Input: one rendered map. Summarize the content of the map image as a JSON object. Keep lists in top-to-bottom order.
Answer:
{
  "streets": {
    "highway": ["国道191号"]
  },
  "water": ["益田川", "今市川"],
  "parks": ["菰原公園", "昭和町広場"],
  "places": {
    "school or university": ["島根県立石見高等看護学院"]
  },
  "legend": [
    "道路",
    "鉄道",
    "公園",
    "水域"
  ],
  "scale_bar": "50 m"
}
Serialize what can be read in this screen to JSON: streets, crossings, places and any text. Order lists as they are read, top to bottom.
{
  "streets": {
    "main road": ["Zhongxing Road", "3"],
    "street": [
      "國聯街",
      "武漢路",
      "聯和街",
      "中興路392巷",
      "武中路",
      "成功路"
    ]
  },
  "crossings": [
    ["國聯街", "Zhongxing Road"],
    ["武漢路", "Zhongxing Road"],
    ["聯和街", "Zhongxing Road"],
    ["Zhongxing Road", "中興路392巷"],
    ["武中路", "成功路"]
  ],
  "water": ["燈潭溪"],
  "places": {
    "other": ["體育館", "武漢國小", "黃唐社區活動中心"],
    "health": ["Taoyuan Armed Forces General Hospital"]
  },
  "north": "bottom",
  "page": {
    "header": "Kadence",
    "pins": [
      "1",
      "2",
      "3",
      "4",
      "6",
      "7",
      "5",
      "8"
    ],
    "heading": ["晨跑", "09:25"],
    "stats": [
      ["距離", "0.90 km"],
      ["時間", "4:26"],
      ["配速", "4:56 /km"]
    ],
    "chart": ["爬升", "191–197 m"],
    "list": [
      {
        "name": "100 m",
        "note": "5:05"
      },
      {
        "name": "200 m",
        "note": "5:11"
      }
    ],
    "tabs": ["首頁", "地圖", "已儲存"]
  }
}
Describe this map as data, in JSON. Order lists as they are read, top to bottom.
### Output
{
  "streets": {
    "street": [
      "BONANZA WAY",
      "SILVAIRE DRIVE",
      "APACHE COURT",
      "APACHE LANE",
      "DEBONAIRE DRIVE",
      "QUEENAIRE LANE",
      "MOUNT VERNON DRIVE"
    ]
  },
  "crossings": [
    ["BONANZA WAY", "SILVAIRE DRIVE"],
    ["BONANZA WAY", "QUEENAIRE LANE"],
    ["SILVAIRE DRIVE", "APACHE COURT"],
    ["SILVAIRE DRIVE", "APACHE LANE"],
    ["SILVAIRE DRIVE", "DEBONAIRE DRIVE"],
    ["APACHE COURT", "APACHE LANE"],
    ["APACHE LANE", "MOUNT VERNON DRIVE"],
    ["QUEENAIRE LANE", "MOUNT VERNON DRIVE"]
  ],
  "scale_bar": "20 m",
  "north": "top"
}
□ □ □ □
■ Work to be completed
Transcription of all the material must be exact.

■ Answer area
Input: one rendered map. Summarize the content of the map image as a JSON object. Keep lists in top-to-bottom order.
Answer:
{
  "streets": {
    "highway": ["国道191号"]
  },
  "water": ["益田川", "今市川"],
  "parks": ["菰原公園", "昭和町広場"],
  "places": {
    "school or university": ["島根県立石見高等看護学院"]
  },
  "legend": [
    "道路",
    "鉄道",
    "公園",
    "水域"
  ],
  "scale_bar": "50 m"
}
Serialize what can be read in this screen to JSON: streets, crossings, places and any text. Order lists as they are read, top to bottom.
{
  "streets": {
    "main road": ["Zhongxing Road", "3"],
    "street": [
      "國聯街",
      "武漢路",
      "聯和街",
      "中興路392巷",
      "武中路",
      "成功路"
    ]
  },
  "crossings": [
    ["國聯街", "Zhongxing Road"],
    ["武漢路", "Zhongxing Road"],
    ["聯和街", "Zhongxing Road"],
    ["Zhongxing Road", "中興路392巷"],
    ["武中路", "成功路"]
  ],
  "water": ["燈潭溪"],
  "places": {
    "other": ["體育館", "武漢國小", "黃唐社區活動中心"],
    "health": ["Taoyuan Armed Forces General Hospital"]
  },
  "north": "bottom",
  "page": {
    "header": "Kadence",
    "pins": [
      "1",
      "2",
      "3",
      "4",
      "6",
      "7",
      "5",
      "8"
    ],
    "heading": ["晨跑", "09:25"],
    "stats": [
      ["距離", "0.90 km"],
      ["時間", "4:26"],
      ["配速", "4:56 /km"]
    ],
    "chart": ["爬升", "191–197 m"],
    "list": [
      {
        "name": "100 m",
        "note": "5:05"
      },
      {
        "name": "200 m",
        "note": "5:11"
      }
    ],
    "tabs": ["首頁", "地圖", "已儲存"]
  }
}
Describe this map as data, in JSON. Order lists as they are read, top to bottom.
### Output
{
  "streets": {
    "street": [
      "BONANZA WAY",
      "SILVAIRE DRIVE",
      "APACHE COURT",
      "APACHE LANE",
      "DEBONAIRE DRIVE",
      "QUEENAIRE LANE",
      "MOUNT VERNON DRIVE"
    ]
  },
  "crossings": [
    ["BONANZA WAY", "SILVAIRE DRIVE"],
    ["BONANZA WAY", "QUEENAIRE LANE"],
    ["SILVAIRE DRIVE", "APACHE COURT"],
    ["SILVAIRE DRIVE", "APACHE LANE"],
    ["SILVAIRE DRIVE", "DEBONAIRE DRIVE"],
    ["APACHE COURT", "APACHE LANE"],
    ["APACHE LANE", "MOUNT VERNON DRIVE"],
    ["QUEENAIRE LANE", "MOUNT VERNON DRIVE"]
  ],
  "scale_bar": "20 m",
  "north": "top"
}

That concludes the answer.